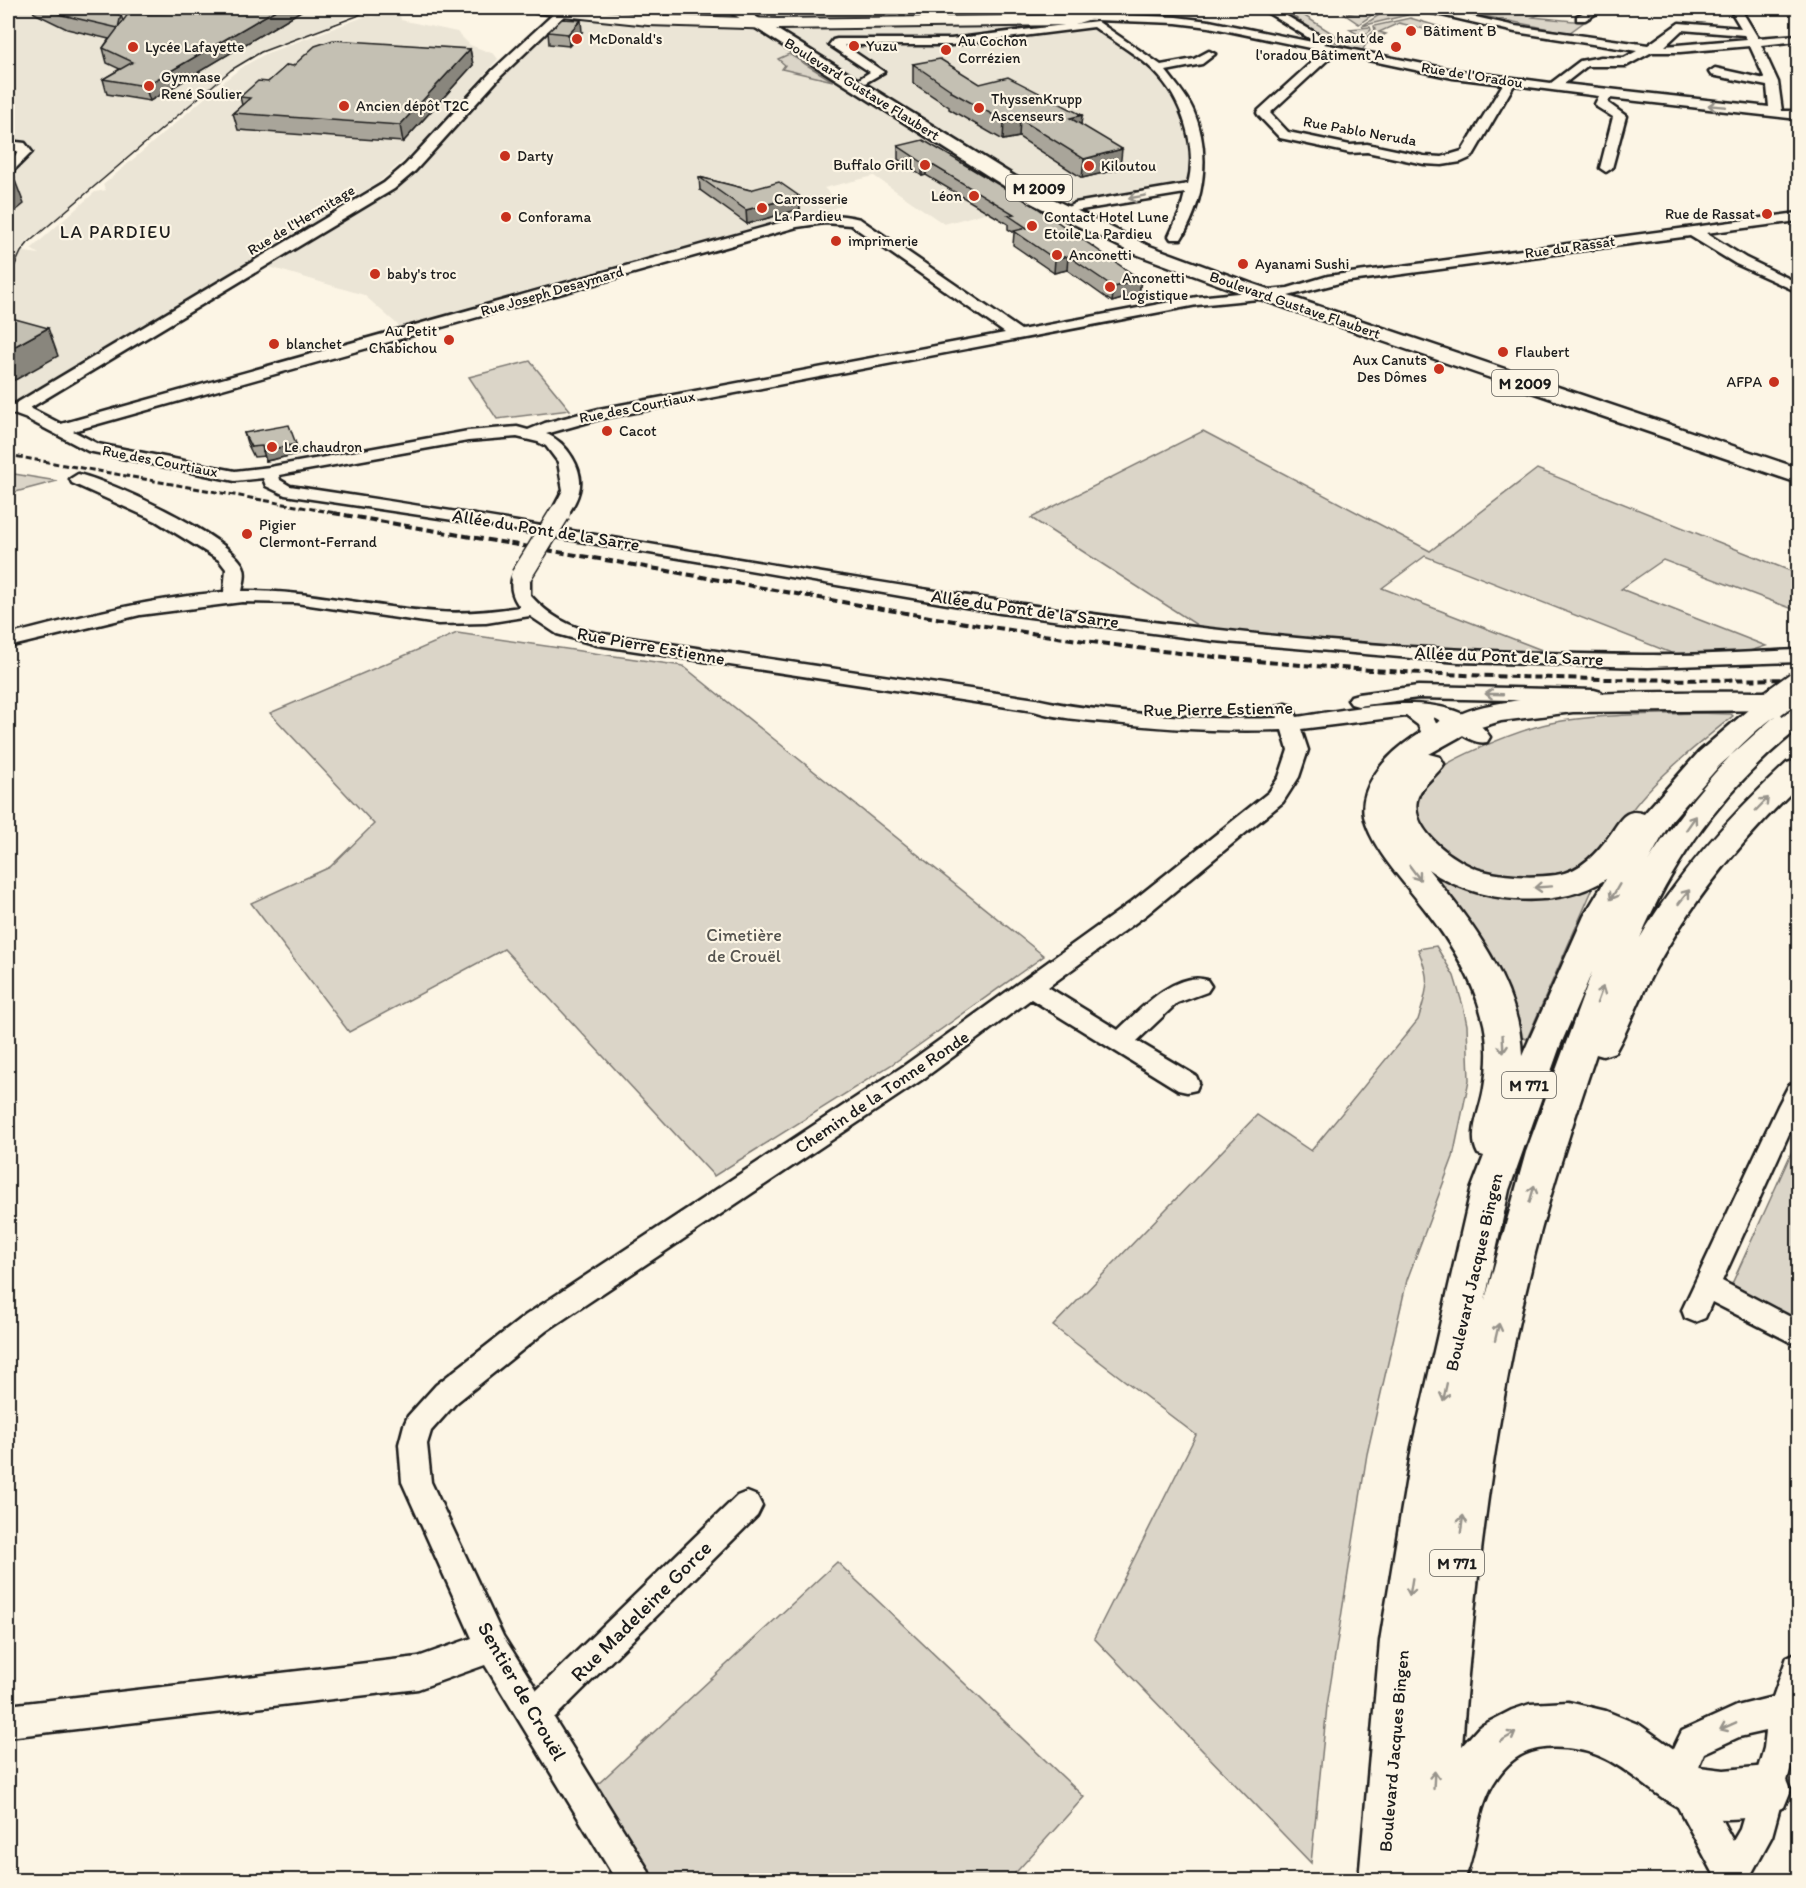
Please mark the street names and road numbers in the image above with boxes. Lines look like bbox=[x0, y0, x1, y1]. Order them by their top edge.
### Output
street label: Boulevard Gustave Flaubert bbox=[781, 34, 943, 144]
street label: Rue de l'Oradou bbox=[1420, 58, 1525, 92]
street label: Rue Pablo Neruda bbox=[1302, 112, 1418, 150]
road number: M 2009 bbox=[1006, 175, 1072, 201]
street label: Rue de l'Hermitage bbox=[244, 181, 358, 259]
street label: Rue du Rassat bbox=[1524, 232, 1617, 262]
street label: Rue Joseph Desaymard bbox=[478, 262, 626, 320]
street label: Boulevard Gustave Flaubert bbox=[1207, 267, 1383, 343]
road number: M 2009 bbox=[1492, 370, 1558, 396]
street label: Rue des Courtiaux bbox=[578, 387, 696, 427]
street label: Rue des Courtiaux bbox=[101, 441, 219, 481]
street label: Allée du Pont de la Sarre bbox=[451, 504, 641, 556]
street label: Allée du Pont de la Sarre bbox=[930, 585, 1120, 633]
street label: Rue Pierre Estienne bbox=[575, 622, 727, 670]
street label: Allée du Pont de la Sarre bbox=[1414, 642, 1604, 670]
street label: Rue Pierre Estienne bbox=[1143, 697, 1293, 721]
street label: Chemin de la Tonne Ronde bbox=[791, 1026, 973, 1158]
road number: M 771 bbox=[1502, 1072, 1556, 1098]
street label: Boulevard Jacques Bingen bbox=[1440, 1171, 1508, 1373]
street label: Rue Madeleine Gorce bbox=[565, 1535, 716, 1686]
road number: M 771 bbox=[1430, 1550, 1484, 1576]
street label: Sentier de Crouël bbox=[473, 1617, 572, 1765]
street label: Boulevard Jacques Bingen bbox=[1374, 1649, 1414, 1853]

Task instructions ::
For each record above, write out every line exactly and skip the pictures.

Finished task ::
Please mark the street names and road numbers in the image above with boxes. Lines look like bbox=[x0, y0, x1, y1]. Order them by their top edge.
### Output
street label: Boulevard Gustave Flaubert bbox=[781, 34, 943, 144]
street label: Rue de l'Oradou bbox=[1420, 58, 1525, 92]
street label: Rue Pablo Neruda bbox=[1302, 112, 1418, 150]
road number: M 2009 bbox=[1006, 175, 1072, 201]
street label: Rue de l'Hermitage bbox=[244, 181, 358, 259]
street label: Rue du Rassat bbox=[1524, 232, 1617, 262]
street label: Rue Joseph Desaymard bbox=[478, 262, 626, 320]
street label: Boulevard Gustave Flaubert bbox=[1207, 267, 1383, 343]
road number: M 2009 bbox=[1492, 370, 1558, 396]
street label: Rue des Courtiaux bbox=[578, 387, 696, 427]
street label: Rue des Courtiaux bbox=[101, 441, 219, 481]
street label: Allée du Pont de la Sarre bbox=[451, 504, 641, 556]
street label: Allée du Pont de la Sarre bbox=[930, 585, 1120, 633]
street label: Rue Pierre Estienne bbox=[575, 622, 727, 670]
street label: Allée du Pont de la Sarre bbox=[1414, 642, 1604, 670]
street label: Rue Pierre Estienne bbox=[1143, 697, 1293, 721]
street label: Chemin de la Tonne Ronde bbox=[791, 1026, 973, 1158]
road number: M 771 bbox=[1502, 1072, 1556, 1098]
street label: Boulevard Jacques Bingen bbox=[1440, 1171, 1508, 1373]
street label: Rue Madeleine Gorce bbox=[565, 1535, 716, 1686]
road number: M 771 bbox=[1430, 1550, 1484, 1576]
street label: Sentier de Crouël bbox=[473, 1617, 572, 1765]
street label: Boulevard Jacques Bingen bbox=[1374, 1649, 1414, 1853]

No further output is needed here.